(Recorded data)
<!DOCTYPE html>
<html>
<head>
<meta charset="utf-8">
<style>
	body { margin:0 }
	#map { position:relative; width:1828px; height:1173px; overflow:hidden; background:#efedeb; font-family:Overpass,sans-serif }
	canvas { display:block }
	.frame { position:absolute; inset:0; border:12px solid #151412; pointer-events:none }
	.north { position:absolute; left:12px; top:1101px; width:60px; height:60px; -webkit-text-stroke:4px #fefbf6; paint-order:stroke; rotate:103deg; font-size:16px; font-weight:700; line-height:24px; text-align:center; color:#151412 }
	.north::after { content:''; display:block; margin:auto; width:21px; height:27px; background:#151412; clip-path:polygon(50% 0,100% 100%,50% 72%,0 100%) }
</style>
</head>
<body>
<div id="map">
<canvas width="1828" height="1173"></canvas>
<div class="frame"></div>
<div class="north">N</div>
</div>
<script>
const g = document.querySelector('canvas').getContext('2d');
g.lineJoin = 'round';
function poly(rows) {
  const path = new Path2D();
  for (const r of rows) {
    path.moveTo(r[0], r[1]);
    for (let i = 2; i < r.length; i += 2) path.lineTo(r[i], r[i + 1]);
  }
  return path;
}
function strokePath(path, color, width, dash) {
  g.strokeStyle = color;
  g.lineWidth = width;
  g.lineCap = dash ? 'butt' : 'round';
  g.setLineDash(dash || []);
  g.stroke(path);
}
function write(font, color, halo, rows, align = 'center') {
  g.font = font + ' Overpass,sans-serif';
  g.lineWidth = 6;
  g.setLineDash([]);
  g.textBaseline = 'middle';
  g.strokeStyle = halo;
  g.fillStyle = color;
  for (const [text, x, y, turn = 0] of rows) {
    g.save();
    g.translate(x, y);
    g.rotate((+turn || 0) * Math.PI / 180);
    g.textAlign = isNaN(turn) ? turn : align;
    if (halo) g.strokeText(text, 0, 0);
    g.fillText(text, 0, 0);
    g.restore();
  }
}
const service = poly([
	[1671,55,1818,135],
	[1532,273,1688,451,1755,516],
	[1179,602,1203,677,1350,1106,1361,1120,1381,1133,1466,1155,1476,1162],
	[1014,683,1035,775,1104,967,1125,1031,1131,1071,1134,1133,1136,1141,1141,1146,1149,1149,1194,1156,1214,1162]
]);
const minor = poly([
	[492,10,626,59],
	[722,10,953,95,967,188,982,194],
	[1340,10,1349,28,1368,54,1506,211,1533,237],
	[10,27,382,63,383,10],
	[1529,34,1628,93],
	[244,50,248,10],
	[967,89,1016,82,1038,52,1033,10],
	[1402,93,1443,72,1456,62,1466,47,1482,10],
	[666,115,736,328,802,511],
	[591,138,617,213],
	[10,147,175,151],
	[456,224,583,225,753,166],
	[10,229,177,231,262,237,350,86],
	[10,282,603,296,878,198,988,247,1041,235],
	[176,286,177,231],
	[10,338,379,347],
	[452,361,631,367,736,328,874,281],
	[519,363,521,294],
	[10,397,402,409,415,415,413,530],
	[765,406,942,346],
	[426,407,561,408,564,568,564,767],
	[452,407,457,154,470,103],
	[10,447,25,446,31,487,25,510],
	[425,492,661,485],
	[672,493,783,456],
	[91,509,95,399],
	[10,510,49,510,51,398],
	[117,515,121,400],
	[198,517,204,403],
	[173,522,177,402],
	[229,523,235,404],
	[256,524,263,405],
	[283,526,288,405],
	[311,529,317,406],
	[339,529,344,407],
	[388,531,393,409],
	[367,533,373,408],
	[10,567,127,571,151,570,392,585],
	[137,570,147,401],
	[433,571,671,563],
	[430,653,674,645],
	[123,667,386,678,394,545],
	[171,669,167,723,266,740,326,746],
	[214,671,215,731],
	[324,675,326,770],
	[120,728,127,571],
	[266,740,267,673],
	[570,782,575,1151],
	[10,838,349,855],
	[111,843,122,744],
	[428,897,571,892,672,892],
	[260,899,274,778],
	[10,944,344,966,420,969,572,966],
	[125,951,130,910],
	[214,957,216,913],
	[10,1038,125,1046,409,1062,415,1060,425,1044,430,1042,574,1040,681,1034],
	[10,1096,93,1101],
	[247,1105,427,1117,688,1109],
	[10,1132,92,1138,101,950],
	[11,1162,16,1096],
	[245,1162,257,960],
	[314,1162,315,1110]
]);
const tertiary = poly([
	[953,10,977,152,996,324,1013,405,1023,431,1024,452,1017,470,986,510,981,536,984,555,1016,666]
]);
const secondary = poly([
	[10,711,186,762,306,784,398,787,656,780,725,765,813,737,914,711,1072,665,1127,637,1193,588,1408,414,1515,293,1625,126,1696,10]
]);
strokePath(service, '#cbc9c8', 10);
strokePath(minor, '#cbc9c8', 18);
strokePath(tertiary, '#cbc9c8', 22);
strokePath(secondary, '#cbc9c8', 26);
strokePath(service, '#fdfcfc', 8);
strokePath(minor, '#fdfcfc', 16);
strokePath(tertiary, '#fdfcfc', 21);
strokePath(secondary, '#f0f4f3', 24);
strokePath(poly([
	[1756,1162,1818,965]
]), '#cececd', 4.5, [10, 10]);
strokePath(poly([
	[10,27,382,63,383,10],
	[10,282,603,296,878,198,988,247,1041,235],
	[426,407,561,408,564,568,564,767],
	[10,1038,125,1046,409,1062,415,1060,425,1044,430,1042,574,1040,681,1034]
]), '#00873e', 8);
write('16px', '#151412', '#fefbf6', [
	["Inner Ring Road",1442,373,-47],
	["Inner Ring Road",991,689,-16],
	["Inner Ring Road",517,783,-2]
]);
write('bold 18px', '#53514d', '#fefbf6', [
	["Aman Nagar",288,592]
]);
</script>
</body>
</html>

What you should do:
Please return a copy of each line in the entries that has the string "canvas".

Result for this exercise:
	canvas { display:block }
<canvas width="1828" height="1173"></canvas>
const g = document.querySelector('canvas').getContext('2d');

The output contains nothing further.